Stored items
+ + +
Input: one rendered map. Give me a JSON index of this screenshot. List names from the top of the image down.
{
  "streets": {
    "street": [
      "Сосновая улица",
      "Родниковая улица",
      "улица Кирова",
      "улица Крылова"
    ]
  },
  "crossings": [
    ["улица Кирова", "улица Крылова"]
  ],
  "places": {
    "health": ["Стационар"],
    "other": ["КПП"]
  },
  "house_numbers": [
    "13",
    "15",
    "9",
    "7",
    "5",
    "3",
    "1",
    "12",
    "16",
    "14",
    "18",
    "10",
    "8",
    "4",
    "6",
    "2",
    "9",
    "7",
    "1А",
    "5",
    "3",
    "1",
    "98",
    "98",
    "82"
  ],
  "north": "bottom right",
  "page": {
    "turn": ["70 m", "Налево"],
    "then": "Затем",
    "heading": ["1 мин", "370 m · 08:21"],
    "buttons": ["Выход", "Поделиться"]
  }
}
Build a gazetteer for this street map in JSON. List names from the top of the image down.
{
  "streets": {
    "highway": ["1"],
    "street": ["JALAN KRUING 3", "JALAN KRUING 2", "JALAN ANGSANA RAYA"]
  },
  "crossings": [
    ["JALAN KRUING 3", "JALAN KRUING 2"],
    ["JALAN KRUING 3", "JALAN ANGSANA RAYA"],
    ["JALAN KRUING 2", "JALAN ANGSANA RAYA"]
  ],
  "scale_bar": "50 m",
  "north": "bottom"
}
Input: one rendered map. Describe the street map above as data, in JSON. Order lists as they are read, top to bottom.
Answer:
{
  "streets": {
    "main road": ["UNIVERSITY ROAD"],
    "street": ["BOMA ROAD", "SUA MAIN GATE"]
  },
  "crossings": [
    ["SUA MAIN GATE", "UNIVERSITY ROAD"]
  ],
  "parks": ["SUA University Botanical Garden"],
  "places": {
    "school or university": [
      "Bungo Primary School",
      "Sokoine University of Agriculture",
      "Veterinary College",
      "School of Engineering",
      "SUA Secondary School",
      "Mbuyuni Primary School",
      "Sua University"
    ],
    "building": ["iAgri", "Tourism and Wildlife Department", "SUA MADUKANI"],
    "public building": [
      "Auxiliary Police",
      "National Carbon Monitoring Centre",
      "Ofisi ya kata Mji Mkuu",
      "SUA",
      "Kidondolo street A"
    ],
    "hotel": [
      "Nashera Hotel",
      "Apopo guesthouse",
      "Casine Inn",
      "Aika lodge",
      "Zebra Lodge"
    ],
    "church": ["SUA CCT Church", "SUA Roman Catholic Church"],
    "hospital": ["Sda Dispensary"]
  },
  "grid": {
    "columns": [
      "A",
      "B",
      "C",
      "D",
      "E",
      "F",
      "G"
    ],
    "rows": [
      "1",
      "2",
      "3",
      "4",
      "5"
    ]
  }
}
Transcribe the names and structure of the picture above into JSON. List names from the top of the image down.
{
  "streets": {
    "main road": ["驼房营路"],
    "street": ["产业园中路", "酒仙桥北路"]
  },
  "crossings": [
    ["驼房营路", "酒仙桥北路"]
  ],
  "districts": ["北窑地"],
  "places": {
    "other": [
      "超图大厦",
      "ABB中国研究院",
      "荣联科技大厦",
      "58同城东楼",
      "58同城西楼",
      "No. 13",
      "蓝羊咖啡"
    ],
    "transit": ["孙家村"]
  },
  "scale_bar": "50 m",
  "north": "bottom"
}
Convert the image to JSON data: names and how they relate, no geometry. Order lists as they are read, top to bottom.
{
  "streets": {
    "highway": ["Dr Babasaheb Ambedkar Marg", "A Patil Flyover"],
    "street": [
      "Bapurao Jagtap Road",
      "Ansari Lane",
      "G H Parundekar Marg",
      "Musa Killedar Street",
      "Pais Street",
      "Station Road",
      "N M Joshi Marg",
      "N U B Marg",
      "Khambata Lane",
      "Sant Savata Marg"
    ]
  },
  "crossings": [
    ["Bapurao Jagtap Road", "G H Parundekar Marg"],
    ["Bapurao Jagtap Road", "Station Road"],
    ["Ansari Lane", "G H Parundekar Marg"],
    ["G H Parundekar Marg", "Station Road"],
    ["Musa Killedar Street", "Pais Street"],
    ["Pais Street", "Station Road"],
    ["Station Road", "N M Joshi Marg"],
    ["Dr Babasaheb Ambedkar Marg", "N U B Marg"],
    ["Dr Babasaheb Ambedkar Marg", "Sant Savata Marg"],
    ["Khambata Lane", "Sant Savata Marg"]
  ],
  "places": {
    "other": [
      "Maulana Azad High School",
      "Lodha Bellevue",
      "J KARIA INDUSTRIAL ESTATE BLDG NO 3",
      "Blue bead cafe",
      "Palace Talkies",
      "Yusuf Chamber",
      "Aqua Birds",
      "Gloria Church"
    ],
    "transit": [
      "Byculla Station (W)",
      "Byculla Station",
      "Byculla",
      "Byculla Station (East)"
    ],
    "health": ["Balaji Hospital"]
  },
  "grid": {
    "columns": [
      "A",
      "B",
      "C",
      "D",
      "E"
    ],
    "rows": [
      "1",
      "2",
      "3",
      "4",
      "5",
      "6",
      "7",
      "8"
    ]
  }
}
+ + +
§ **THE PROBLEM**: Go over the data and return every line that includes the word "Lane".

§ **EXERCISE RESPONSE**:
      "Ansari Lane",
      "Khambata Lane",
    ["Ansari Lane", "G H Parundekar Marg"],
    ["Khambata Lane", "Sant Savata Marg"]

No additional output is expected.